== Exercise instructions ==
Your answer should hold all lines of the entries that include the word "block".

== Data to examine ==
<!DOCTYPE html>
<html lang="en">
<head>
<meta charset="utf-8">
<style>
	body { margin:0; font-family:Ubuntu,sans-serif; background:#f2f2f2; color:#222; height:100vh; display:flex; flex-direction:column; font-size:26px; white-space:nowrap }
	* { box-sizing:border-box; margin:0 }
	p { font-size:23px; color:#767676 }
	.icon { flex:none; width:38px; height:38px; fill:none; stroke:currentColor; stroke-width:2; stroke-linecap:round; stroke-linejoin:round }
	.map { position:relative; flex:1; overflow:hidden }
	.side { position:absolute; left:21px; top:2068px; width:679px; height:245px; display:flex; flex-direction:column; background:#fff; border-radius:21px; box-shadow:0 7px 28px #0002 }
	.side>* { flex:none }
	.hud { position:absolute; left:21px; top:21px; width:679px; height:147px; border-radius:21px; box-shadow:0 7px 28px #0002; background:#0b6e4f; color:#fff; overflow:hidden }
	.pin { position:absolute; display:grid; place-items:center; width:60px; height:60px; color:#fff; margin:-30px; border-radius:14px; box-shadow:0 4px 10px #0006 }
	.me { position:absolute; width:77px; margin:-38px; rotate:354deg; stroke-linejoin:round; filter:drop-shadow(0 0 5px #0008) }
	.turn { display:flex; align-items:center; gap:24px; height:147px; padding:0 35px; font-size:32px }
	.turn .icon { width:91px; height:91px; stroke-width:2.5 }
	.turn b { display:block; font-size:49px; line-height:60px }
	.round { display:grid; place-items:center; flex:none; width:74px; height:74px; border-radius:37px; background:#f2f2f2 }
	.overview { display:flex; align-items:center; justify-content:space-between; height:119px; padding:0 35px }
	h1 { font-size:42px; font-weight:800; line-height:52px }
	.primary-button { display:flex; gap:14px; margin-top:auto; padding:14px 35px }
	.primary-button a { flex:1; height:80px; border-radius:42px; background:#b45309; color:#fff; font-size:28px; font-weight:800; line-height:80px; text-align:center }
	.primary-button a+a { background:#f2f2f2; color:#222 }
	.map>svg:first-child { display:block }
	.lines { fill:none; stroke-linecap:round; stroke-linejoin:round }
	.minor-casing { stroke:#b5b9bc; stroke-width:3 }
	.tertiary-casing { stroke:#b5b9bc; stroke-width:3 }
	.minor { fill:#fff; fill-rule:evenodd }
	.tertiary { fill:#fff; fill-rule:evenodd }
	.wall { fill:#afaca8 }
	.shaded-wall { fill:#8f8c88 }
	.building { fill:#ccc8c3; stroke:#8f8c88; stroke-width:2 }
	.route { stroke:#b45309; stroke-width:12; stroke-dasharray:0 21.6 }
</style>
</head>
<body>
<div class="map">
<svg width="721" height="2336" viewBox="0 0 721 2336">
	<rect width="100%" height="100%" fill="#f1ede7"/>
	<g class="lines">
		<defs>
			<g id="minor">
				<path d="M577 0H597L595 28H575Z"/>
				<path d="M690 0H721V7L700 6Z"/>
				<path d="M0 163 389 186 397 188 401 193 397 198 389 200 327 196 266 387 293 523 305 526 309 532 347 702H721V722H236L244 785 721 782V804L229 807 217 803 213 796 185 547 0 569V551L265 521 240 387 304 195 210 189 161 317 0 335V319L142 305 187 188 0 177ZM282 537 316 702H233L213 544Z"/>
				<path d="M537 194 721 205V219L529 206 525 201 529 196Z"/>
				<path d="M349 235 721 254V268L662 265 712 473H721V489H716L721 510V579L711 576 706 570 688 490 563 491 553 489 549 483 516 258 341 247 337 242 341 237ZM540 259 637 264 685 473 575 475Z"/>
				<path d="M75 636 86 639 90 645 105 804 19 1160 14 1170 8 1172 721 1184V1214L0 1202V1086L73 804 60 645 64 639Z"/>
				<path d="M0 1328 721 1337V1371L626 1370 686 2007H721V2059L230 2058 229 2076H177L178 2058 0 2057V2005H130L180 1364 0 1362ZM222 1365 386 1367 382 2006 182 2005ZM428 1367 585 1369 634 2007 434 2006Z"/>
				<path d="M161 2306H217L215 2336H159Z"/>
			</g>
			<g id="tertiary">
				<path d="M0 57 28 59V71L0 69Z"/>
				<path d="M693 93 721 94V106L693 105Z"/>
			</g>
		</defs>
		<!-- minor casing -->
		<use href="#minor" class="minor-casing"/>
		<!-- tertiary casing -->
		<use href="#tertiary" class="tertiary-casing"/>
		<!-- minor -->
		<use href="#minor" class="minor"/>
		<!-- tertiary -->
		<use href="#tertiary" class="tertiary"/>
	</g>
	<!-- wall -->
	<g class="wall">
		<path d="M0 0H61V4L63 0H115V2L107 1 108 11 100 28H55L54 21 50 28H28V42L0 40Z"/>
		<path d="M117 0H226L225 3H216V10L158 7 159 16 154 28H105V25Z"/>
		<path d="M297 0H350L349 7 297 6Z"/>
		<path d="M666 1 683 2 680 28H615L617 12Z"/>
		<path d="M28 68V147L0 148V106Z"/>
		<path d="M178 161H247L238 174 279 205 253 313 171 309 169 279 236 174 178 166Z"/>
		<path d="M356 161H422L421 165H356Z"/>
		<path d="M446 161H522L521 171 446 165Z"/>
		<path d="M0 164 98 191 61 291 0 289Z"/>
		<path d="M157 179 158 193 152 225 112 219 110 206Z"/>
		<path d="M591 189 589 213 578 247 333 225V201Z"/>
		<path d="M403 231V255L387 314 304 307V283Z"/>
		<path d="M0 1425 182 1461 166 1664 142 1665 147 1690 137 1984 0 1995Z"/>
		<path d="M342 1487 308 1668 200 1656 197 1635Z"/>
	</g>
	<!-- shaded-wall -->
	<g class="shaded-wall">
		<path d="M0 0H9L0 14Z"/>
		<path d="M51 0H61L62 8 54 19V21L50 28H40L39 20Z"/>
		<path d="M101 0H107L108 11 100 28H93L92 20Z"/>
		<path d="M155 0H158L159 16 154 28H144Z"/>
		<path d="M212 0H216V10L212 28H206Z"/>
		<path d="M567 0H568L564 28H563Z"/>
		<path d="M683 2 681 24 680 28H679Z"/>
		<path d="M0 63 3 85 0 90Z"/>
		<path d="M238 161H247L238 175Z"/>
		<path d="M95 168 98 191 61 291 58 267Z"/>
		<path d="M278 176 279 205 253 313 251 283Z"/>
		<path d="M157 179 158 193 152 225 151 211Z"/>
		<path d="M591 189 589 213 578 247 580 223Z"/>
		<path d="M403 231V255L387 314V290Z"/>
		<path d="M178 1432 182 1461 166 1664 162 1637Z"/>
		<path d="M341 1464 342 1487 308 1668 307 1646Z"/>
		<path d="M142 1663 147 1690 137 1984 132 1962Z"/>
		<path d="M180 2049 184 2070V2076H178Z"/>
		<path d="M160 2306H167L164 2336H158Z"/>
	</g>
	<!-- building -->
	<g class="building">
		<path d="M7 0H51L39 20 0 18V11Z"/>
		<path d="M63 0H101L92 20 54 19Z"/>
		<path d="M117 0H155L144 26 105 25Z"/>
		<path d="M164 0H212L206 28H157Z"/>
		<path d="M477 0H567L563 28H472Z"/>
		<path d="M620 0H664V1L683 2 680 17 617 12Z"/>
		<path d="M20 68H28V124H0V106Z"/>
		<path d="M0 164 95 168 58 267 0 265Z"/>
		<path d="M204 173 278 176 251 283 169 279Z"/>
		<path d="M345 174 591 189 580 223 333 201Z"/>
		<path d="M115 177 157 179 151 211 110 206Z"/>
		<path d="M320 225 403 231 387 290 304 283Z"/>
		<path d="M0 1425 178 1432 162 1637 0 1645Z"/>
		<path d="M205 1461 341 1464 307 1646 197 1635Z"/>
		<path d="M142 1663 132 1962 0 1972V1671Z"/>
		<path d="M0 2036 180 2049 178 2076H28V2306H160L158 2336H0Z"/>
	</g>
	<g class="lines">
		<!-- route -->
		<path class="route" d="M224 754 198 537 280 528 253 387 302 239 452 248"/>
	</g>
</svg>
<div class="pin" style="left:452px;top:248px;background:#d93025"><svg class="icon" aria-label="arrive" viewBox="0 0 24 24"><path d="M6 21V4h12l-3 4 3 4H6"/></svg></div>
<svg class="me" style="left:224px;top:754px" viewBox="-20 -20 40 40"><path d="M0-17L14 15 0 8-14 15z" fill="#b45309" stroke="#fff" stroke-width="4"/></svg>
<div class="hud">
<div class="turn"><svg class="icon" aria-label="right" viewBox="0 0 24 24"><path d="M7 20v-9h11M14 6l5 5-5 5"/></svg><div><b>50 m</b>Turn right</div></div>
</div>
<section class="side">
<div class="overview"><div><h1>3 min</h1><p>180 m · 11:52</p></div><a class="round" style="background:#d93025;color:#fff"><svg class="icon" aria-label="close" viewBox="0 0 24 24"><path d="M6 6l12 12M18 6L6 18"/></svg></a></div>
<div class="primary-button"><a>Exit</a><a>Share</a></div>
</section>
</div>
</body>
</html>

== Exercise output ==
	.turn b { display:block; font-size:49px; line-height:60px }
	.map>svg:first-child { display:block }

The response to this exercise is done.